INPUT DATA:
####
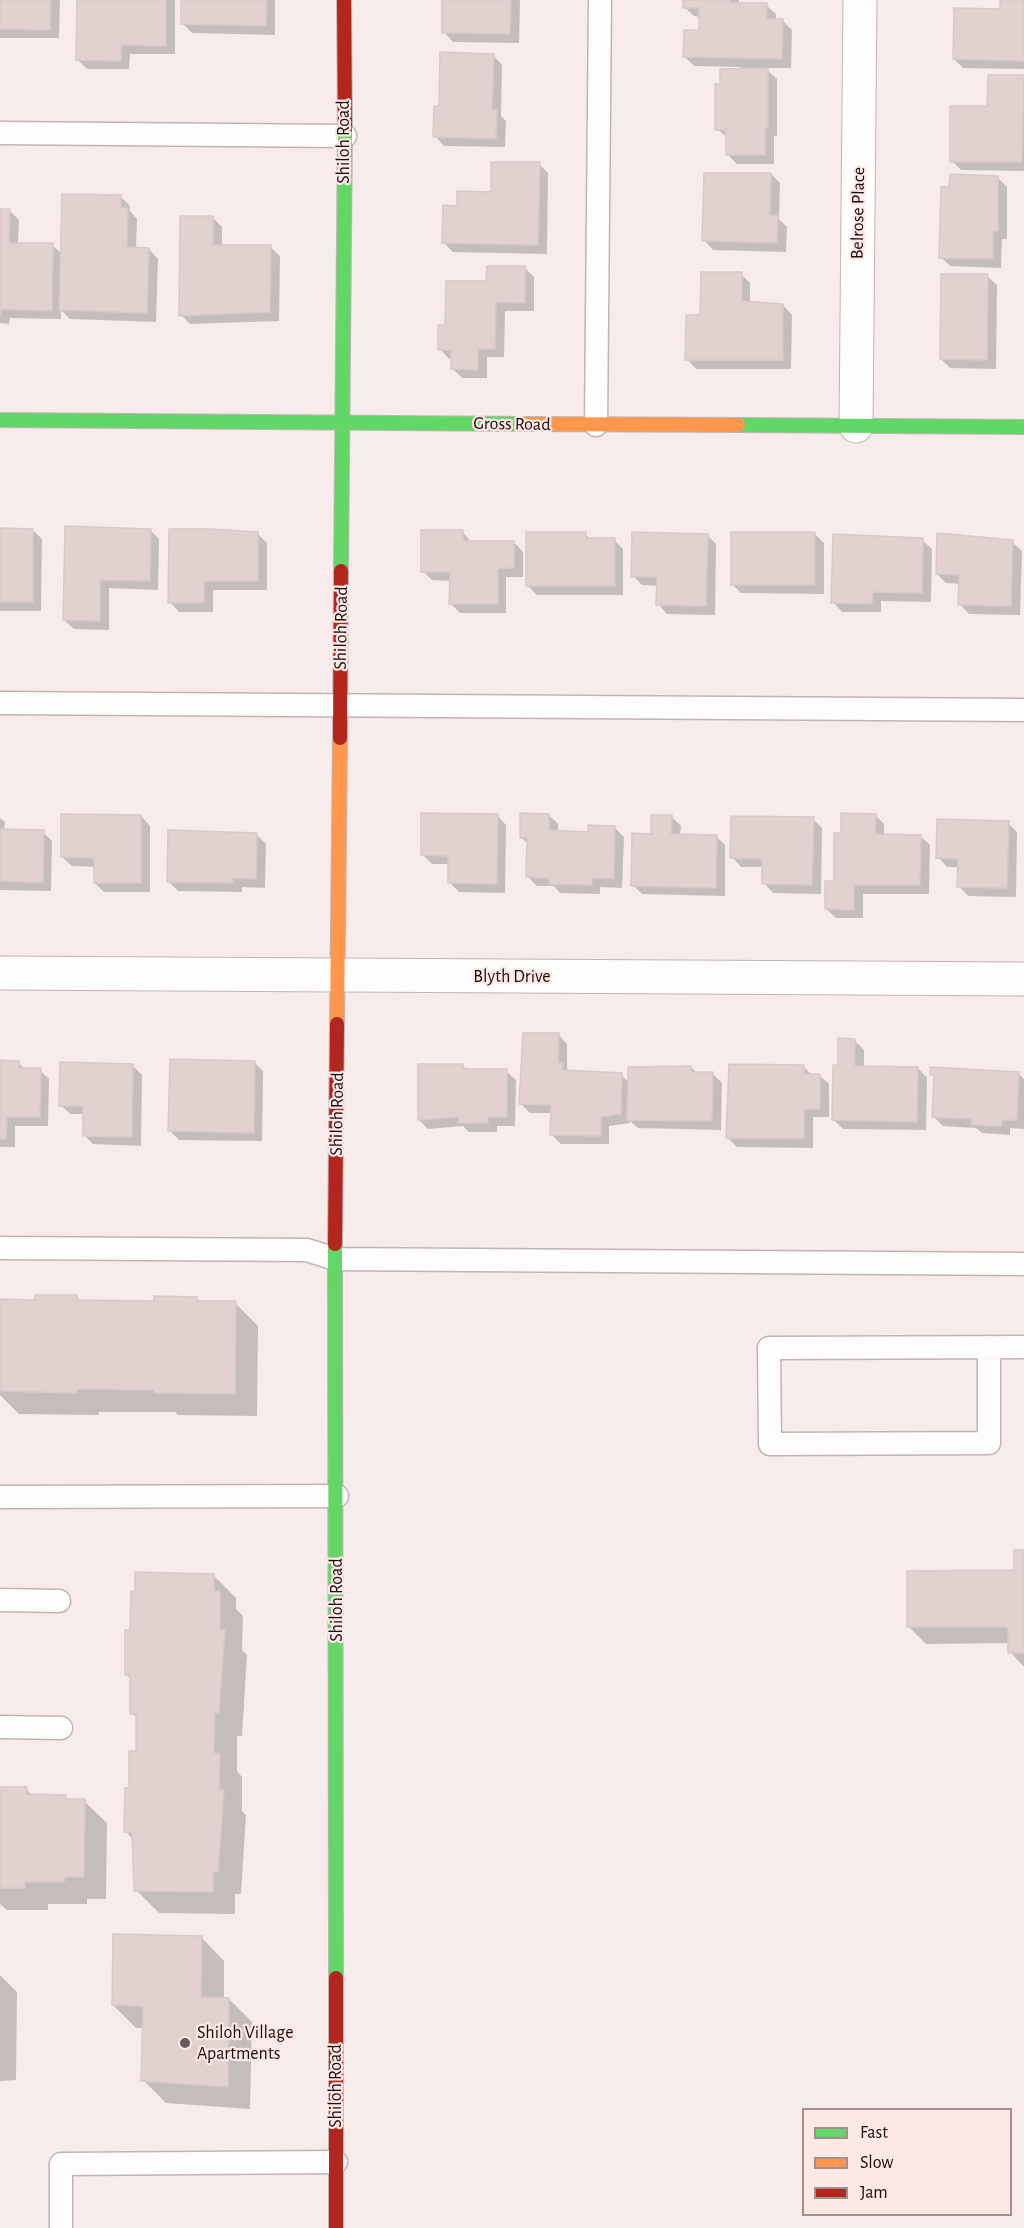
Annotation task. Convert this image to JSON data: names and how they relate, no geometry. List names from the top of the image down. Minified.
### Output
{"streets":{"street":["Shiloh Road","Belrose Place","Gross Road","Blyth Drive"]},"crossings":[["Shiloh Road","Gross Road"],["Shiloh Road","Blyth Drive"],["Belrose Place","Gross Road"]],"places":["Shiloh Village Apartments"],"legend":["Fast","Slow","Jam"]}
####
TASK STATEMENT: What you return should match the material word for word, apart from the pictures.

SOLVED EXERCISE:
Annotation task. Convert this image to JSON data: names and how they relate, no geometry. List names from the top of the image down. Minified.
### Output
{"streets":{"street":["Shiloh Road","Belrose Place","Gross Road","Blyth Drive"]},"crossings":[["Shiloh Road","Gross Road"],["Shiloh Road","Blyth Drive"],["Belrose Place","Gross Road"]],"places":["Shiloh Village Apartments"],"legend":["Fast","Slow","Jam"]}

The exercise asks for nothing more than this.